■ AIM OF THE TASK ■
Read the records and gather each line that includes "linecap".

Stored records
- - -

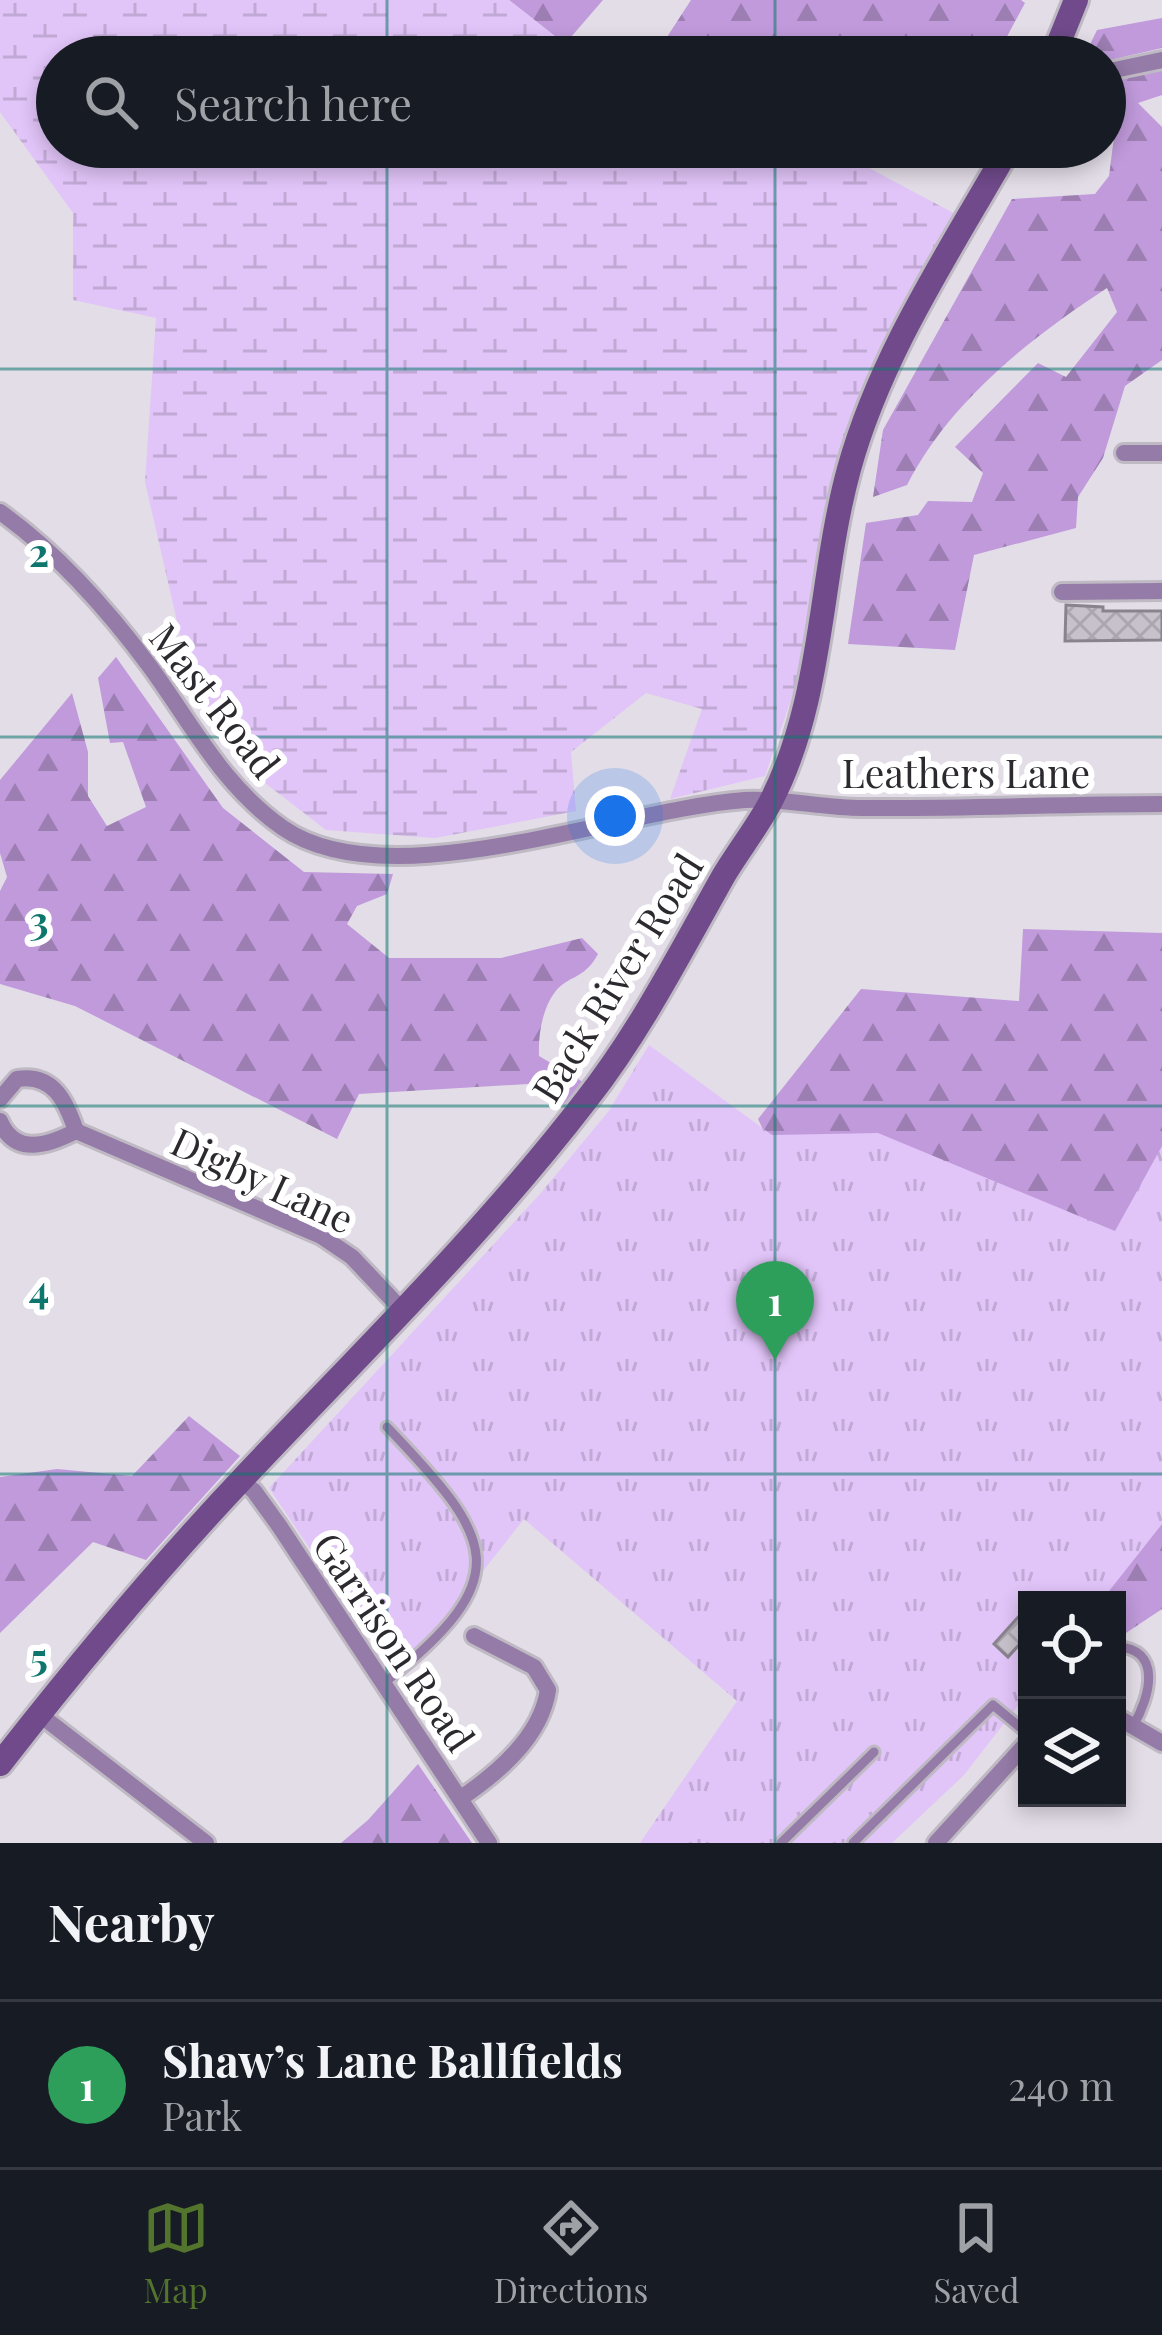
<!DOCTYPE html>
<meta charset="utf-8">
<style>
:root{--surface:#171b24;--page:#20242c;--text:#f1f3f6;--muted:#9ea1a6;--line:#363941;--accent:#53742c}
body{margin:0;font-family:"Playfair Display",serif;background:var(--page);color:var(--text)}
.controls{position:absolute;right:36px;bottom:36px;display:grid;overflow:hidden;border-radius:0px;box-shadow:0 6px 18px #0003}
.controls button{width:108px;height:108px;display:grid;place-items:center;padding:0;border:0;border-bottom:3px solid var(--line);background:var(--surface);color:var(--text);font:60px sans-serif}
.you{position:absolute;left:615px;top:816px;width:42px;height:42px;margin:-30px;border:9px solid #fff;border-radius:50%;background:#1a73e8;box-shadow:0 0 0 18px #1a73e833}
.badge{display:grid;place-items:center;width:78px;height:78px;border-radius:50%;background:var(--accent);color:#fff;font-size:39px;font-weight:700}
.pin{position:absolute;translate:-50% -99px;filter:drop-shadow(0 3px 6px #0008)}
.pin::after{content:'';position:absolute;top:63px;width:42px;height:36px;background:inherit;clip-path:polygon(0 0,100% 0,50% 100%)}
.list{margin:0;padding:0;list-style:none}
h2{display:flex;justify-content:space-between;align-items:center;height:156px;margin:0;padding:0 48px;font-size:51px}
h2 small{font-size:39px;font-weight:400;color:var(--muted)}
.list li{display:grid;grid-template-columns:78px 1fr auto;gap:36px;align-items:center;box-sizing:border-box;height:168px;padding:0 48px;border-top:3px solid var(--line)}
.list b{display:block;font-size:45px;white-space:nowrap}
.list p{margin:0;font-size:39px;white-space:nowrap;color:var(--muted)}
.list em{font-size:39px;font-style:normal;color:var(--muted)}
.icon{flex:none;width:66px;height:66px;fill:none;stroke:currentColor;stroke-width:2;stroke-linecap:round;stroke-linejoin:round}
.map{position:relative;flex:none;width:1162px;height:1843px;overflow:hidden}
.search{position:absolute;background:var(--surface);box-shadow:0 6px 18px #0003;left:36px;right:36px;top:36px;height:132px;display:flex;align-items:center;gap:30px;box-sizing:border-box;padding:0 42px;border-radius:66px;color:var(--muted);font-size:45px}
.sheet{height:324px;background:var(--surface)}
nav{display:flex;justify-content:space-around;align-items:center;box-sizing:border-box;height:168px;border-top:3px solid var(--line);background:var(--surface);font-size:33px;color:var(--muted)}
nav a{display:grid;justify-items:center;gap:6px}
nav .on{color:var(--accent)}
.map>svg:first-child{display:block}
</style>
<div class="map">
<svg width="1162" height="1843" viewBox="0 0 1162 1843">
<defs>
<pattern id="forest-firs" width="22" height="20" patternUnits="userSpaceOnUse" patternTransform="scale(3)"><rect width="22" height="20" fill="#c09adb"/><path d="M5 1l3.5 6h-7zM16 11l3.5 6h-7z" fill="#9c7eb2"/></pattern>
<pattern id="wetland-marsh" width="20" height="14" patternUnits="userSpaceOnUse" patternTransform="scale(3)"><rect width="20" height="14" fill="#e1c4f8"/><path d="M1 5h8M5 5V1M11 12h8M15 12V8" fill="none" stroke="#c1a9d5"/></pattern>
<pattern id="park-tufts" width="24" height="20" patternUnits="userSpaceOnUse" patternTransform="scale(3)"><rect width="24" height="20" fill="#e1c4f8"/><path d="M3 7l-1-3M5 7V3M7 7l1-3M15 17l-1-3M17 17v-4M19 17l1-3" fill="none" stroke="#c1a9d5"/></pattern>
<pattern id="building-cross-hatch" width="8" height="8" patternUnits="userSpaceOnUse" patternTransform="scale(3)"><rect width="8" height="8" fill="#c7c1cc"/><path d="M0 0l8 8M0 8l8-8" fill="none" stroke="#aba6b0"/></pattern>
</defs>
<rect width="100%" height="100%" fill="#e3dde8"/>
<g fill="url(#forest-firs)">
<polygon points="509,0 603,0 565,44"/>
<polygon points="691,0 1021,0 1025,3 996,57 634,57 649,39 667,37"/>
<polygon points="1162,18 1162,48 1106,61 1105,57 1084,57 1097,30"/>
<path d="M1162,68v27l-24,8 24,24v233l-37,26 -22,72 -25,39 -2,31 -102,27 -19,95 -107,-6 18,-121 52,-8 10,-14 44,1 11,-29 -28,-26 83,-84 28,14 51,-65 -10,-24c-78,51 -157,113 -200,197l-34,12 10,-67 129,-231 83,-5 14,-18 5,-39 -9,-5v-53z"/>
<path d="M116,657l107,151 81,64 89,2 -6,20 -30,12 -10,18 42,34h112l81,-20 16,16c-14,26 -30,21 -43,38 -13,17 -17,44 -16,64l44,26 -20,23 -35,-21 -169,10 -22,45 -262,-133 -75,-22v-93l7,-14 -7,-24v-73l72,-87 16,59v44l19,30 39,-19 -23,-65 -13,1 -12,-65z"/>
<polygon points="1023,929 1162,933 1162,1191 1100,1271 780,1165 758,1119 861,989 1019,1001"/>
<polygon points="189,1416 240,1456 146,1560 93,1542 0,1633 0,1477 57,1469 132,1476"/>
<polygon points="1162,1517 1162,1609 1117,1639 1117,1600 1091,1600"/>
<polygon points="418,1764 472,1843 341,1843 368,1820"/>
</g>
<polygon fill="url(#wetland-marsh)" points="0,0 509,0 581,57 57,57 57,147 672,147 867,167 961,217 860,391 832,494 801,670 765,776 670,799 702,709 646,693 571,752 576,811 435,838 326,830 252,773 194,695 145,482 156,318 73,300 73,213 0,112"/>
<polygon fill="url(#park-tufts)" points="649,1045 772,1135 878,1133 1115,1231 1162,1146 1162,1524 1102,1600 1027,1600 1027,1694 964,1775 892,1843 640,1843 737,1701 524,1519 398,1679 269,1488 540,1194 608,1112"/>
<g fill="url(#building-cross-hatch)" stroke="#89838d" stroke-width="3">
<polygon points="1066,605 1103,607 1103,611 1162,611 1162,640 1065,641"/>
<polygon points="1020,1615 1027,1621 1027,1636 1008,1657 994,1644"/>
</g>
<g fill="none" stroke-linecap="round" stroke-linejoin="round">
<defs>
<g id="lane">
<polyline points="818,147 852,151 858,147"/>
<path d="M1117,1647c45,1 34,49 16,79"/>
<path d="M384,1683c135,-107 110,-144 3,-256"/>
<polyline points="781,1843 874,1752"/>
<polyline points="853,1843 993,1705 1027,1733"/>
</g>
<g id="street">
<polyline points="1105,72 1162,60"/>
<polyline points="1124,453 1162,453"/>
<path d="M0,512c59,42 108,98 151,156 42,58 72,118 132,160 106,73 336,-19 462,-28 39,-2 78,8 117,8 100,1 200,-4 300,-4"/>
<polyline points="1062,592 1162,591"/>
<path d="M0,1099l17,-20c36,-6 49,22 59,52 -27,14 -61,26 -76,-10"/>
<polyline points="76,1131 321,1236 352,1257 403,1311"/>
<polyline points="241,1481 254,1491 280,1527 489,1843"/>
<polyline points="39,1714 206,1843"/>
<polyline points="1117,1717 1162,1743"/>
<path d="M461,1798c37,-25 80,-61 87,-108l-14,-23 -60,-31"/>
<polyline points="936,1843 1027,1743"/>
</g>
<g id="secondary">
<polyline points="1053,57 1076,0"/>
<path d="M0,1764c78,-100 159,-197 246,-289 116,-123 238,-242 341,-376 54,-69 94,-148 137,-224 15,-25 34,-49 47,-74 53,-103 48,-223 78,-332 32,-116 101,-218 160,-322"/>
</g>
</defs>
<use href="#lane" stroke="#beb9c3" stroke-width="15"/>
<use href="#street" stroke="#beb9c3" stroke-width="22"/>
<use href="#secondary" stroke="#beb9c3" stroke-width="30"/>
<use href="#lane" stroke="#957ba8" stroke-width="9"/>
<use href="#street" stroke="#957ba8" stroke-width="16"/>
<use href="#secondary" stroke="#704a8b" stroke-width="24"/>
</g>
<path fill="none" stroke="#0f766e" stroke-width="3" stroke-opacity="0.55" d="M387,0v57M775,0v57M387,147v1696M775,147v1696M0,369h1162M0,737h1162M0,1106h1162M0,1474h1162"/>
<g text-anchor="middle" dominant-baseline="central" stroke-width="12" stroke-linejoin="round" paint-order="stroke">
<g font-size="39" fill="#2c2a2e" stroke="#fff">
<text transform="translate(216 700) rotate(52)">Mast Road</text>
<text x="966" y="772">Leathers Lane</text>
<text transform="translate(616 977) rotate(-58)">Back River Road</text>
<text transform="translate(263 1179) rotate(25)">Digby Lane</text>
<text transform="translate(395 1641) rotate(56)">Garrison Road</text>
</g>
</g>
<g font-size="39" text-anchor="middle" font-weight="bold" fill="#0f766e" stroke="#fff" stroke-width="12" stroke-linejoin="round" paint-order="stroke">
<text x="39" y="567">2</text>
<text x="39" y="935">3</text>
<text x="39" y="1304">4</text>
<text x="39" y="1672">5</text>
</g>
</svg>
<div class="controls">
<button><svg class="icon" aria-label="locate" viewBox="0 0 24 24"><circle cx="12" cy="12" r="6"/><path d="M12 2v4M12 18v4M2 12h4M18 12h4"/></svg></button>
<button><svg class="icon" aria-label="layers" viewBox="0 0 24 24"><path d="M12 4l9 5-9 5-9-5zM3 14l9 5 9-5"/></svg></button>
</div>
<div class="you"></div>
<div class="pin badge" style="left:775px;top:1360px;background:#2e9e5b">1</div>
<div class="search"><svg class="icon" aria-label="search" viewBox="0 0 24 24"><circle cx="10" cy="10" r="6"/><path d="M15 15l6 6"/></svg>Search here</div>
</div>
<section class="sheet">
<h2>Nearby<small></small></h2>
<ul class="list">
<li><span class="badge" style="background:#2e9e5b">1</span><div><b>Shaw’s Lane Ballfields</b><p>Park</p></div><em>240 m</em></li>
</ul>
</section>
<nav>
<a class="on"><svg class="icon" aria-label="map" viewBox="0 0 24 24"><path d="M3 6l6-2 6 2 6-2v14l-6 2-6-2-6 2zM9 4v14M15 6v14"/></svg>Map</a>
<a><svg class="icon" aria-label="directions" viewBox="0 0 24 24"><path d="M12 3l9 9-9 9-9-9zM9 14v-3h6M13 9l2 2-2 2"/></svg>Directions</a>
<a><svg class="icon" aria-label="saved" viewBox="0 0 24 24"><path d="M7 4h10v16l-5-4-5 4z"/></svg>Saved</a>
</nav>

- - -

■ SOLUTION FOR THIS EXERCISE ■
.icon{flex:none;width:66px;height:66px;fill:none;stroke:currentColor;stroke-width:2;stroke-linecap:round;stroke-linejoin:round}
<g fill="none" stroke-linecap="round" stroke-linejoin="round">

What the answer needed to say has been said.